Begin at the top of the records below and print each line exactly until the line containing "Enumerate all labels, markers" has been printed; any pictures are to be left out.

Start of Records supplied

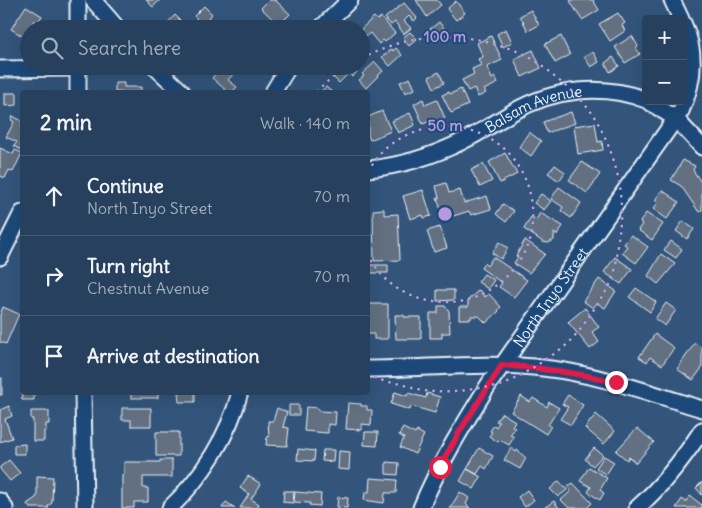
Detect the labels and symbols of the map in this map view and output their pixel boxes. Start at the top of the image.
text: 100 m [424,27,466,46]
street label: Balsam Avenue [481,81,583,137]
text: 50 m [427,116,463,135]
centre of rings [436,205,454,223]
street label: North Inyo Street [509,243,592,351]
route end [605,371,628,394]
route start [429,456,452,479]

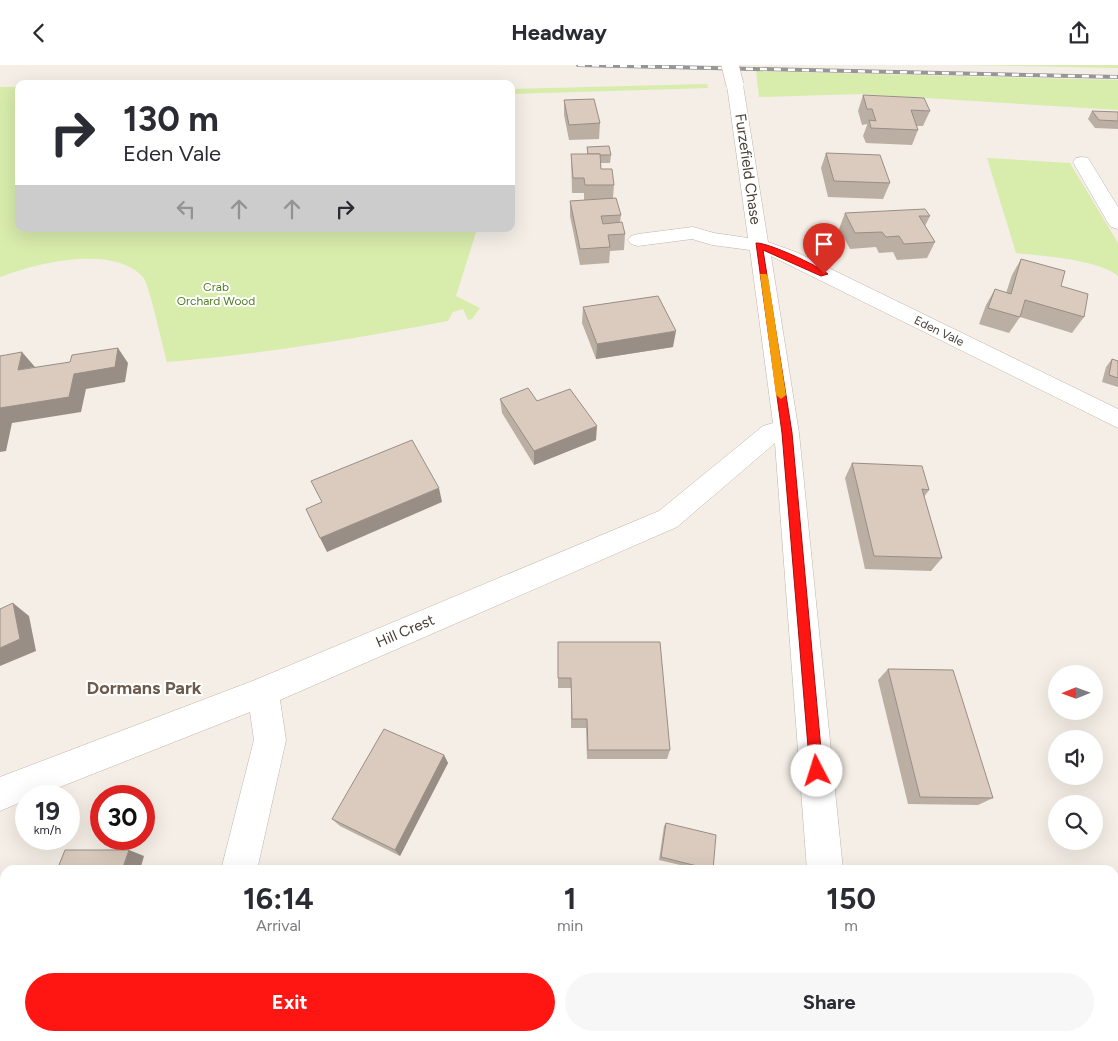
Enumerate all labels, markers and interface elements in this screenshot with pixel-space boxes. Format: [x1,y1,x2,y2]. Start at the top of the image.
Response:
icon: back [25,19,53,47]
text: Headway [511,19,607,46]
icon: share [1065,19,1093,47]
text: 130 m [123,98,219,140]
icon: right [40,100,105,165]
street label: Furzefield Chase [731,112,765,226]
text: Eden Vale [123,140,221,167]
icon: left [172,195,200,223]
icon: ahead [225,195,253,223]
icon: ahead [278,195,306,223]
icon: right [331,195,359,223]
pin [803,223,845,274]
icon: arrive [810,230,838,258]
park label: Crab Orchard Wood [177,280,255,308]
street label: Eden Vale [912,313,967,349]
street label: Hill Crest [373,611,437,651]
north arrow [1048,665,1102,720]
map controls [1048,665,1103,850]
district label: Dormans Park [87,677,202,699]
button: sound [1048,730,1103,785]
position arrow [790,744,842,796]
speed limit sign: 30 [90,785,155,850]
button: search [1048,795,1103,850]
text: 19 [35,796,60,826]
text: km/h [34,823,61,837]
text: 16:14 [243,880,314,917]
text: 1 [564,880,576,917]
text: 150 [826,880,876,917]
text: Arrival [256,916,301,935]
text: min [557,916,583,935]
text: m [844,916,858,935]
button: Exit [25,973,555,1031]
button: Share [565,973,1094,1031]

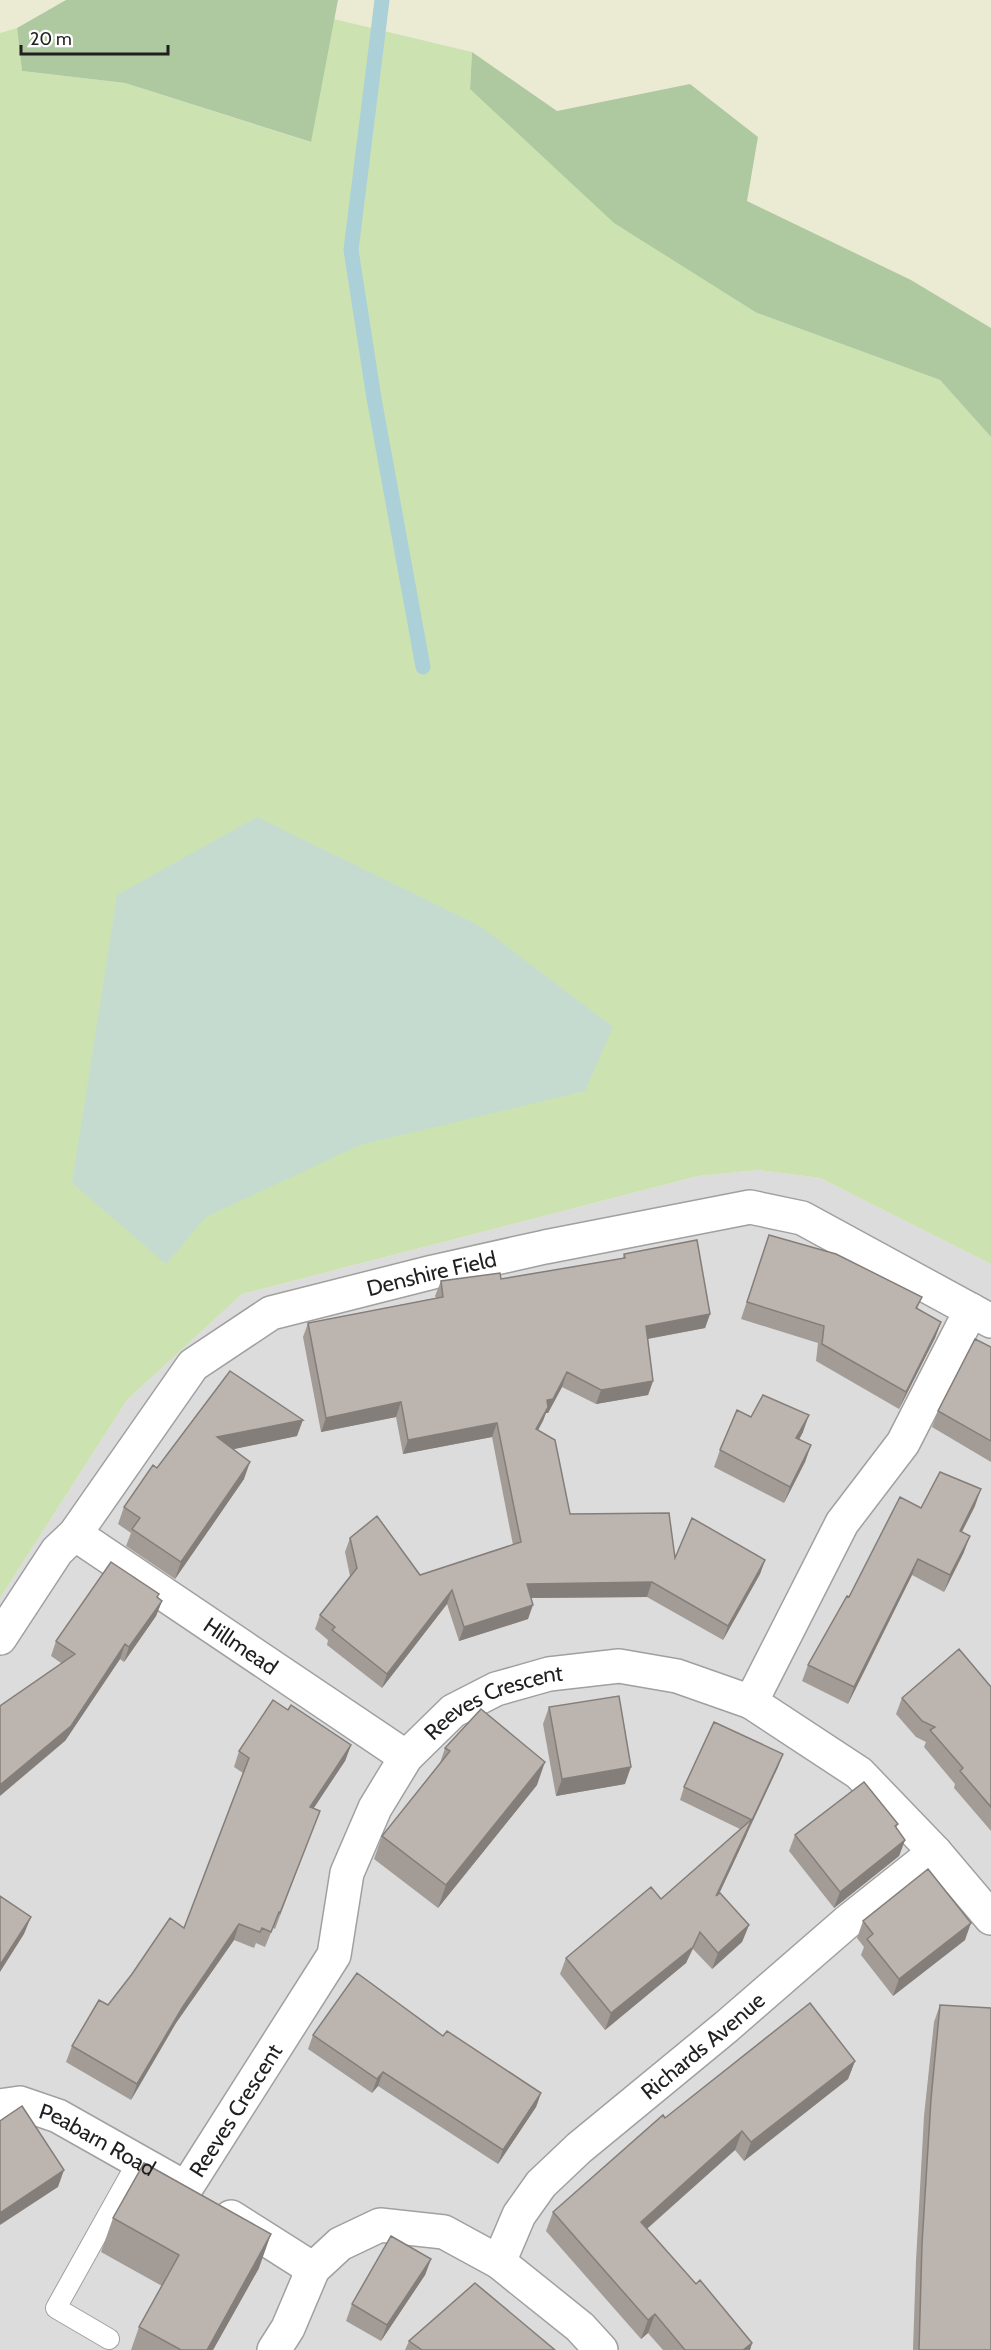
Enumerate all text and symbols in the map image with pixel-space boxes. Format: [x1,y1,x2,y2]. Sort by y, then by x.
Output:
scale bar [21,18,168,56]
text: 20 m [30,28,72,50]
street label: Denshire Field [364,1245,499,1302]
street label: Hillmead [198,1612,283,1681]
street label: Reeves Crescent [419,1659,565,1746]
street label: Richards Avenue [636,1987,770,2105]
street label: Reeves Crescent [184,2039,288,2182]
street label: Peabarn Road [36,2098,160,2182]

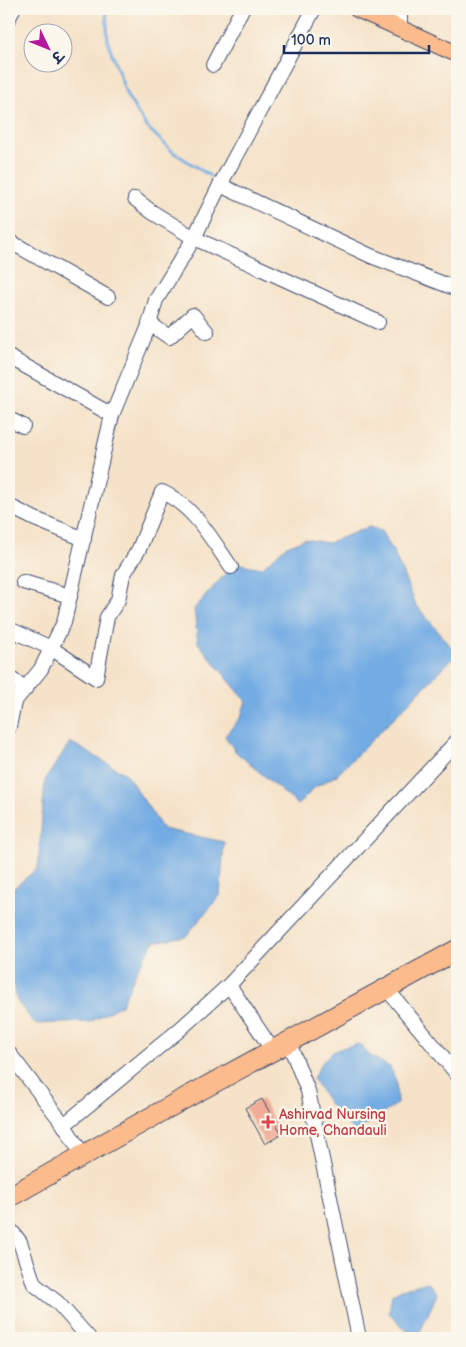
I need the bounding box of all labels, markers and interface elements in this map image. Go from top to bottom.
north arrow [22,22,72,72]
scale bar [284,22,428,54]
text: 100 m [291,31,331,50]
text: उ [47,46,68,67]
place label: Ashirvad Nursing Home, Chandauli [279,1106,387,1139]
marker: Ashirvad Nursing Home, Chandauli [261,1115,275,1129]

End of Records supplied

Response to this exercise =>
Detect the labels and symbols of the map in this map view and output their pixel boxes. Start at the top of the image.
text: 100 m [424,27,466,46]
street label: Balsam Avenue [481,81,583,137]
text: 50 m [427,116,463,135]
centre of rings [436,205,454,223]
street label: North Inyo Street [509,243,592,351]
route end [605,371,628,394]
route start [429,456,452,479]

Enumerate all labels, markers and interface elements in this screenshot with pixel-space boxes. Format: [x1,y1,x2,y2]. Start at the top of the image.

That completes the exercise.